## WHAT TO PRODUCE
Select every line containing the word "Wyndemere" from the material, and copy those lines.

## SUPPLIED RECORDS
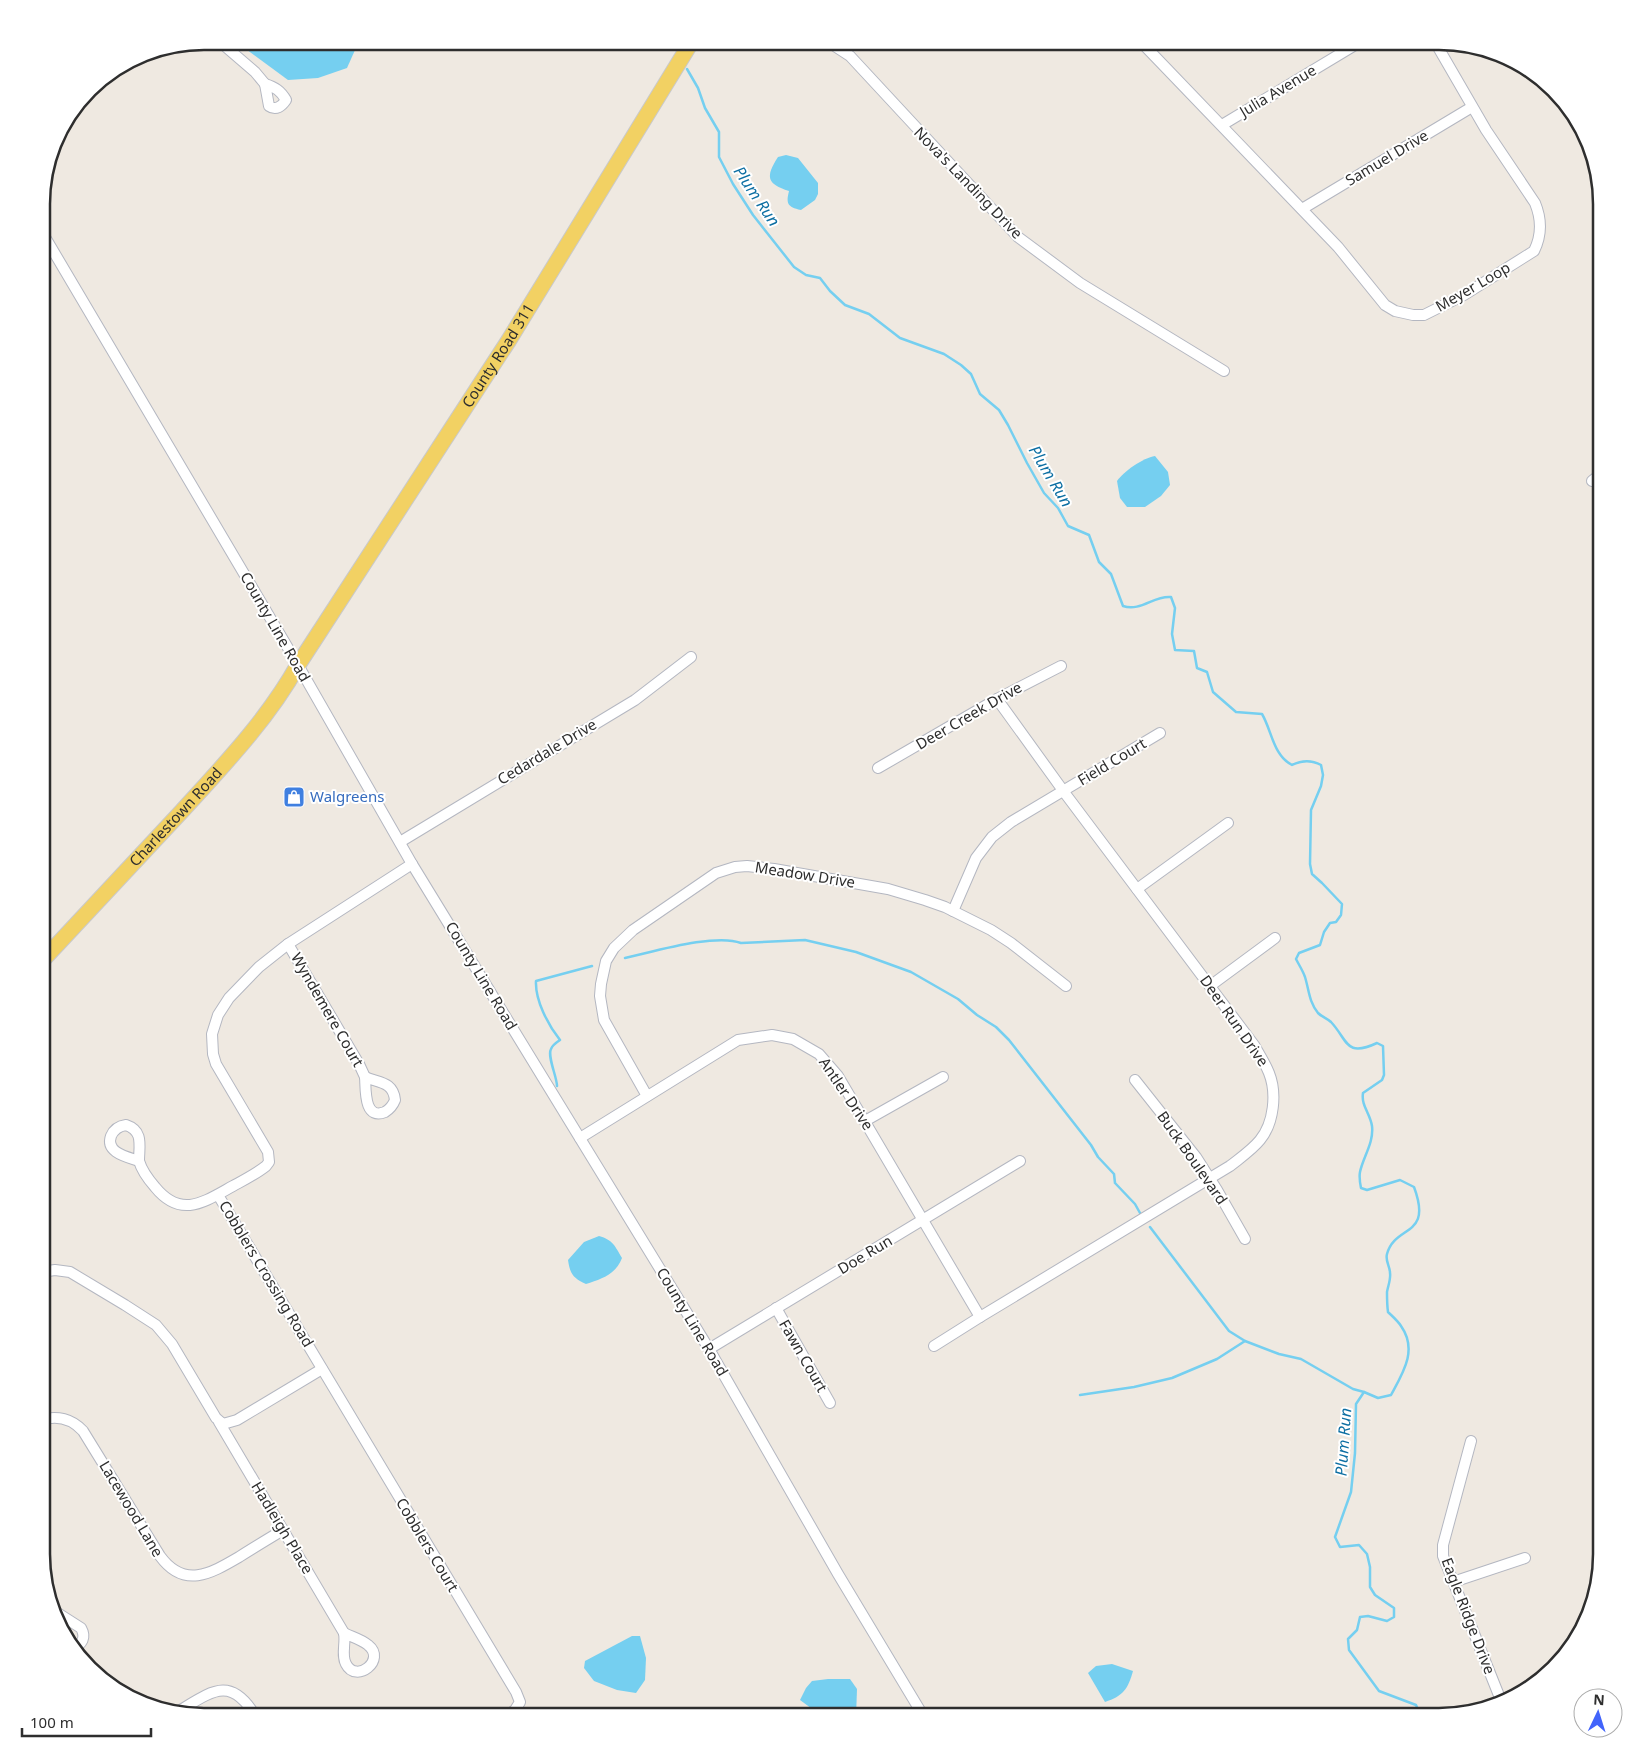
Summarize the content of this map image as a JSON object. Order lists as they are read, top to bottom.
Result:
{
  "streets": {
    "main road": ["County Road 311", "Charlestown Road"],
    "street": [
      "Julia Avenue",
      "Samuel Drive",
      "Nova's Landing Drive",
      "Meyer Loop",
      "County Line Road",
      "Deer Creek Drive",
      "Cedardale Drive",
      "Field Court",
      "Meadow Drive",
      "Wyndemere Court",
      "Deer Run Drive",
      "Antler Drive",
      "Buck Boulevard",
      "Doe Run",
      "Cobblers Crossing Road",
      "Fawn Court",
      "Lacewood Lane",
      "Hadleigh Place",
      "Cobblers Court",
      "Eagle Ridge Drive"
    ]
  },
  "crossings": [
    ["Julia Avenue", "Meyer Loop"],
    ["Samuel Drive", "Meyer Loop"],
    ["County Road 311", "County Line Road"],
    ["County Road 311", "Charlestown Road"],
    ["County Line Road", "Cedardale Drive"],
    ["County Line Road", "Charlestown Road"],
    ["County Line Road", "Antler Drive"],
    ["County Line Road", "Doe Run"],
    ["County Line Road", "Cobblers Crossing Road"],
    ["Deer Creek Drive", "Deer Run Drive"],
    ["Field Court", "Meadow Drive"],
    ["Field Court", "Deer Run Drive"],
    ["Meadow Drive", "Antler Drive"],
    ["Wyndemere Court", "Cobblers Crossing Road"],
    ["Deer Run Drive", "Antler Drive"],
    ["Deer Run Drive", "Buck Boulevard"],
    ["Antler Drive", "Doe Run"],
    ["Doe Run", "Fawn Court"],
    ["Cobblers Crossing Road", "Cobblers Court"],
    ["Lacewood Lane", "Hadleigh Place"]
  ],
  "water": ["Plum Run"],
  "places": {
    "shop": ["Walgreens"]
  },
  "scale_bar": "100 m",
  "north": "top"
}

## SOLUTION TO THE PROBLEM
      "Wyndemere Court",
    ["Wyndemere Court", "Cobblers Crossing Road"],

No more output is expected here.